En la retrospectiva, que han curado Alberto Sierra y Julián Posada y que será inaugurada el 23 de noviembre en Medellín, tienen un lugar especial obras como ‘Los suicidas del Sisga’, una creación canónica que rompió con todo lo que González venía haciendo en los años setenta. También varias obras de la serie de los muebles, con las que se adentró en la exploración del gusto popular, así como sus versiones sobre grandes cuadros de la historia del arte y, por supuesto, sus pinturas de próceres, con las que sabe que se volvió una mujer incómoda para los poderosos y los académicos.

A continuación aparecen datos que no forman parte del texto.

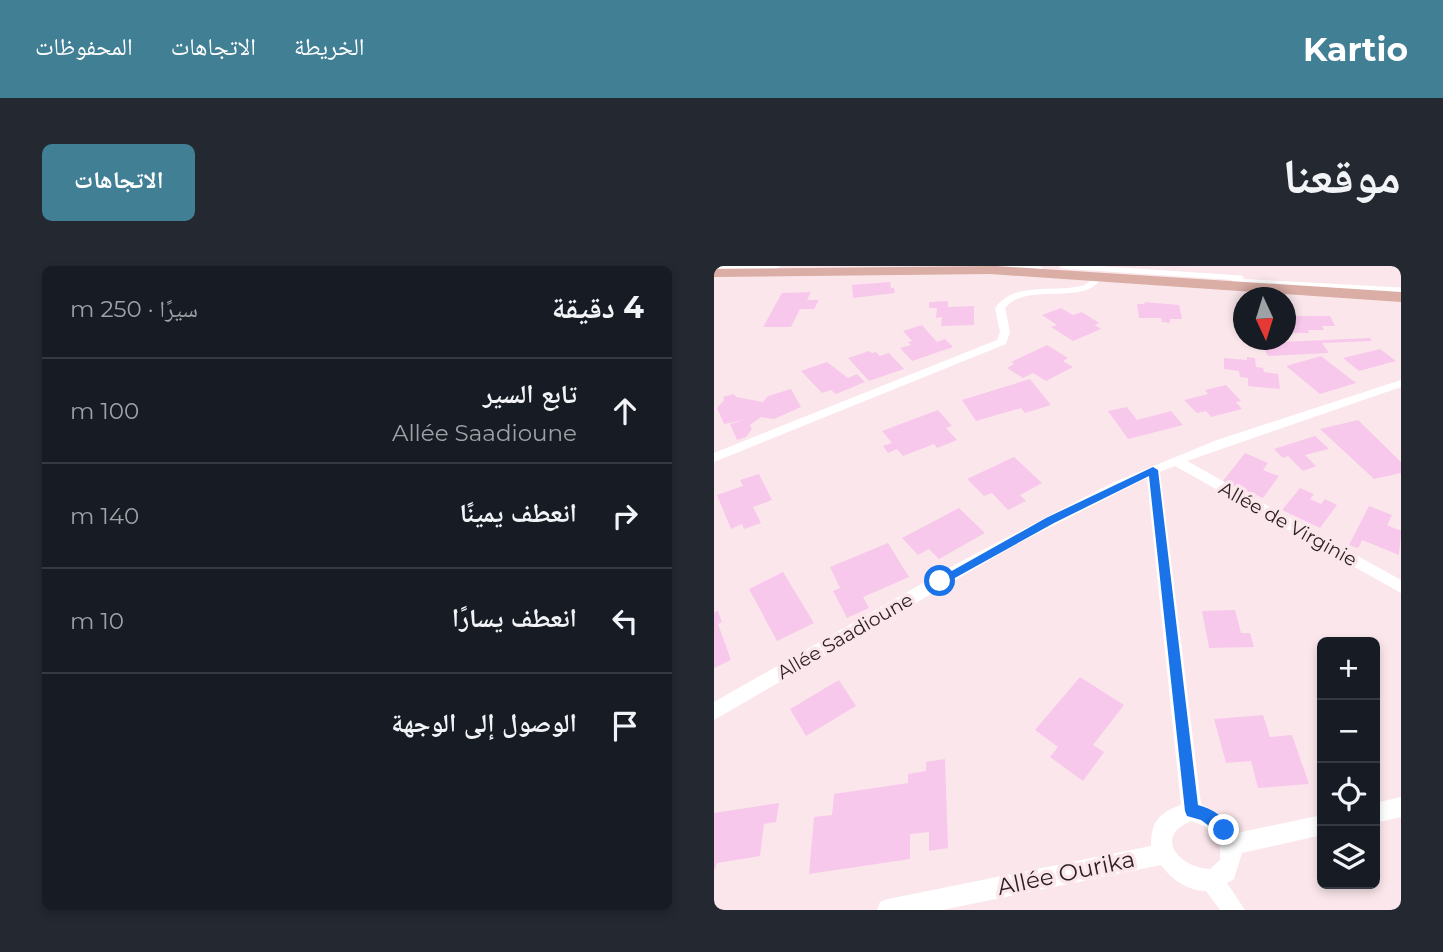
<!DOCTYPE html>
<html lang="ar">
<head>
<meta charset="utf-8">
<style>
  :root { --surface:#171b24; --page:#242831; --text:#f1f3f6; --muted:#9ea1a6; --line:#363941; --accent:#417f95 }
  body { margin:0; font-family:Montserrat,"Noto Naskh Arabic",sans-serif; background:var(--page); color:var(--text); direction:rtl }
  .controls { position:absolute; right:21px; bottom:21px; display:grid; overflow:hidden; border-radius:10px; box-shadow:0 4px 10px #0003 }
  .controls button { width:63px; height:63px; display:grid; place-items:center; padding:0; border:0; border-bottom:2px solid var(--line); background:var(--surface); color:var(--text); font:35px sans-serif }
  .compass { position:absolute; left:519px; top:21px; width:63px; height:63px; border-radius:50%; background:var(--surface); box-shadow:0 4px 10px #0003; rotate:176deg }
  .stop { position:absolute; width:21px; height:21px; margin:-16px; border:5px solid #1a73e8; border-radius:50%; background:#fff }
  .stop.end { background:#1a73e8; border-color:#fff; box-shadow:0 2px 7px #0008 }
  .list { margin:0; padding:0; list-style:none }
  h2 { display:flex; justify-content:space-between; align-items:center; height:91px; margin:0; padding:0 28px; font-size:30px }
  h2 small { font-size:23px; font-weight:400; color:var(--muted) }
  .list li { display:grid; grid-template-columns:46px 1fr auto; gap:21px; align-items:center; box-sizing:border-box; height:105px; padding:0 28px; border-top:2px solid var(--line) }
  .list b { display:block; font-size:26px; white-space:nowrap }
  .list p { margin:0; font-size:23px; white-space:nowrap; color:var(--muted) }
  .list em { font-size:23px; font-style:normal; color:var(--muted) }
  .icon { flex:none; width:38px; height:38px; fill:none; stroke:currentColor; stroke-width:2; stroke-linecap:round; stroke-linejoin:round }
  .map { position:relative; flex:none; width:687px; height:644px; overflow:hidden; direction:ltr; border-radius:10px }
  header { display:flex; align-items:center; gap:42px; box-sizing:border-box; height:98px; padding:0 35px; background:var(--accent); color:#fff }
  header strong { font-size:33px }
  nav { display:flex; gap:38px; margin-inline-start:auto; font-size:24px }
  .intro { display:flex; align-items:center; justify-content:space-between; box-sizing:border-box; height:168px; padding:0 42px }
  h1 { margin:0; font-size:49px }
  .button { padding:18px 32px; border-radius:10px; background:var(--accent); color:#fff; font-size:24px; font-weight:700 }
  main { display:flex; gap:42px; padding:0 42px }
  aside { flex:1; background:var(--surface); border-radius:10px; box-shadow:0 4px 10px #0003 }
  .map>svg:first-child { display:block }
  .building { fill:#f8c7ec }
  .lines { fill:none; stroke-linecap:round; stroke-linejoin:round }
  .lane { stroke:#fff; stroke-width:5 }
  .street { fill:#fff; fill-rule:evenodd }
  .primary { fill:#daada5; fill-rule:evenodd }
  .route { fill:#1a73e8 }
  .labels { text-anchor:middle; dominant-baseline:central; stroke-width:7; stroke-linejoin:round; paint-order:stroke }
  .street-label { font-size:19px; fill:#2a1e21; stroke:#fbe7eb }
  .near-street-label { font-size:23px; fill:#2a1e21; stroke:#fbe7eb }
</style>
</head>
<body>
<header>
<strong>Kartio</strong>
<nav><a>الخريطة</a><a>الاتجاهات</a><a>المحفوظات</a></nav>
</header>
<div class="intro"><h1>موقعنا</h1><a class="button">الاتجاهات</a></div>
<main>
<div class="map">
<svg width="687" height="644" viewBox="0 0 687 644">
  <rect width="100%" height="100%" fill="#fbe7eb"/>
  <!-- building -->
  <path class="building" d="M176,16L177,22H180L181,27L139,32L138,19Z
    M97,26L93,34H105L100,43H86L77,61H49L68,27Z
    M234,35V41L260,40V59L227,60L228,51L222,52L223,42H215V36Z
    M430,36L465,39L468,53H456V57L448,56L447,52H425L423,38H431Z
    M347,42L359,49L368,46L385,57L381,59L387,63L359,75L337,61L343,59L328,49Z
    M584,50H616L621,60H608L610,64H594L595,67H576L572,63V52Z
    M208,59L223,76L231,73L239,81L198,95L186,82L197,79L194,76L198,75L189,65Z
    M656,72L658,75L608,77L615,87L554,90L547,77Z
    M333,79L354,92L349,95L359,101L332,115L319,107L309,112L293,102L300,98L297,96Z
    M666,83L682,95L645,105L629,92Z
    M155,85L158,87L162,86L166,90L175,87L190,103L155,115L134,92Z
    M607,90L642,117L606,128L572,100Z
    M533,91L541,92L542,101L549,102L550,106L564,108L566,123L534,120V112L526,111L525,105L510,103V92L533,94Z
    M113,96L134,112L143,108L151,116L122,128L117,124L108,127L87,105Z
    M316,113L337,139L311,147L307,142L262,155L248,134Z
    M512,119L527,135L522,136L528,143L497,151L492,145L483,147L470,134L494,128L491,124Z
    M77,123L87,141L60,153L47,151L36,159L38,163L32,171L23,174L16,158L30,154L10,158L3,142L10,134L9,131L20,128L22,131L49,136L54,130Z
    M413,141L423,154L457,145L469,159L414,173L394,145Z
    M224,144L238,160L232,162L243,174L223,182L220,178L189,190L183,183L174,187L169,180L178,177L168,165Z
    M644,154L687,196V207L660,213L606,163Z
    M601,170L615,183L591,189L602,200L589,205L574,190L569,192L560,183Z
    M531,187L554,197L549,204L565,210L549,232L509,215Z
    M300,191L328,217L306,229L312,235L294,244L278,227L270,230L253,213Z
    M45,208L58,234L39,241L47,257L30,263L28,258L17,263L3,229L29,220L26,214Z
    M586,222L600,228L596,233L607,238L611,233L623,239L606,262L568,244Z
    M655,240L678,249L673,259L687,265L685,289L648,274L644,282L635,279Z
    M245,242L271,267L225,293L215,283L204,289L188,272Z
    M174,277L195,311L149,331L155,342L133,352L119,325L126,322L116,301Z
    M69,306L100,357L63,375L35,323Z
    M521,344L527,367H536L540,381L495,382L488,345Z
    M4,345L8,356L4,358L17,394L0,402V346Z
    M366,411L410,439L379,479L390,486L369,515L336,491L344,481L321,464Z
    M125,414L142,440L92,470L76,443Z
    M549,449L556,471L578,469L595,518L544,522L537,495L512,497L500,453Z
    M231,493L234,582L215,585V566L196,568V593L95,608L100,551L118,549L120,528L194,517V508L212,505V496Z
    M65,537L62,556L50,558L46,590L3,597L0,605V547Z"/>
  <g class="lines">
    <!-- lane -->
    <path class="lane" d="M0,0H63
      M287,0L326,3
      M348,0L527,12
      M520,15L687,24"/>
    <!-- street -->
    <path class="street" d="M382,9L387,12C372,41 312,15 291,42L296,66L292,78L0,196V187L283,74L286,66L281,42C301,14 341,28 370,19C376,17 377,12 382,9Z
      M687,114V121L473,195L687,314V327L461,200L446,206L487,538L512,552L523,567L608,549V569L528,587L520,613L513,617L531,644H506L492,625C474,625 457,613 447,599L228,644H163L166,636L174,633L437,580C437,555 445,547 467,539L433,212L305,277L0,454V436L244,297L398,217L503,174ZM478,555L490,560L506,577V594L496,603C467,603 437,570 478,555Z
      M687,531V551L661,557V537Z"/>
    <!-- primary -->
    <path class="primary" d="M282,0L687,26V36L276,8L0,11V3Z"/>
  </g>
  <!-- route -->
  <path class="route" d="M439,201L444,204L484,539C497,542 513,552 518,564L516,569L510,571L487,554L473,550L471,545L435,210L340,257L230,318H222L220,315L332,252Z"/>
  <g class="labels">
    <!-- street labels -->
    <g class="street-label">
      <text transform="translate(574 258) rotate(29)">Allée de Virginie</text>
      <text transform="translate(131 370) rotate(-30)">Allée Saadioune</text>
    </g>
    <!-- near-street labels -->
    <g class="near-street-label">
      <text transform="translate(352 607) rotate(-12)">Allée Ourika</text>
    </g>
  </g>
</svg>
<div class="controls">
<button>+</button>
<button>−</button>
<button><svg class="icon" aria-label="locate" viewBox="0 0 24 24"><circle cx="12" cy="12" r="6"/><path d="M12 2v4M12 18v4M2 12h4M18 12h4"/></svg></button>
<button><svg class="icon" aria-label="layers" viewBox="0 0 24 24"><path d="M12 4l9 5-9 5-9-5zM3 14l9 5 9-5"/></svg></button>
</div>
<svg class="compass" viewBox="-18 -18 36 36"><path d="M0-13l5 13h-10z" fill="#e53935"/><path d="M0 13l5-13h-10z" fill="#9ea1a6"/></svg>
<div class="stop" style="left:226px;top:315px"></div>
<div class="stop end" style="left:510px;top:564px"></div>
</div>
<aside>
<h2>4 دقيقة<small>سيرًا · 250 m</small></h2>
<ul class="list">
<li><svg class="icon" aria-label="ahead" viewBox="0 0 24 24"><path d="M12 20V5M6 11l6-6 6 6"/></svg><div><b>تابع السير</b><p>Allée Saadioune</p></div><em>100 m</em></li>
<li><svg class="icon" aria-label="right" viewBox="0 0 24 24"><path d="M7 20v-9h11M14 6l5 5-5 5"/></svg><div><b>انعطف يمينًا</b></div><em>140 m</em></li>
<li><svg class="icon" aria-label="left" viewBox="0 0 24 24"><path d="M17 20v-9H6M10 6l-5 5 5 5"/></svg><div><b>انعطف يسارًا</b></div><em>10 m</em></li>
<li><svg class="icon" aria-label="arrive" viewBox="0 0 24 24"><path d="M6 21V4h12l-3 4 3 4H6"/></svg><div><b>الوصول إلى الوجهة</b></div></li>
</ul>
</aside>
</main>
</body>
</html>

A los 73 años, Beatriz González mantiene intacto ese carácter que hacía que cuando en sus años de juventud asistía a una fiesta de sociedad, en su natal Bucaramanga, todo el mundo se preguntara por la chica callada que, sin embargo, con un comentario era capaz de desestabilizar de risa a todo el grupo. “El humor y la crítica presentes en mi carácter y en mi obra han sido un mecanismo de defensa para mi desmedida timidez”, dice la maestra, quien mantiene también vivo esa gran amor por la historia que su madre reconoció desde temprano, cuando le escribía en cartas a sus parientes: “Beatriz perdió aritmética y geometría. Menos mal que no le importan y con eso no sufre”. Y a pesar de que el color ha cambiado, dejando atrás los anaranjados y verdes loras, que ahora le dan espanto, a favor de unos más suaves, Beatriz González sabe bien qué es: “Siendo tan cuestionada la pintura, sigo siendo pintora, pero me he inventado unos mecanismos para sacarla de su decadencia”, confiesa esta artista, que, después de ver todos los vestigios que sus manos han dejado, no tiene más remedio que registrar esos archivos minuciosos de recortes de periódico que ha guardado en fólderes antioxidantes, tomar el lápiz y ponerse a dibujar los bocetos de ‘Los inundados’, la nueva serie en la que trabaja, que desentraña el dolor de las familias que vieron al futuro irse entre las aguas, unos dibujos que serán luego cuadros y que algún día harán parte de toda esa obra digna de celebrar.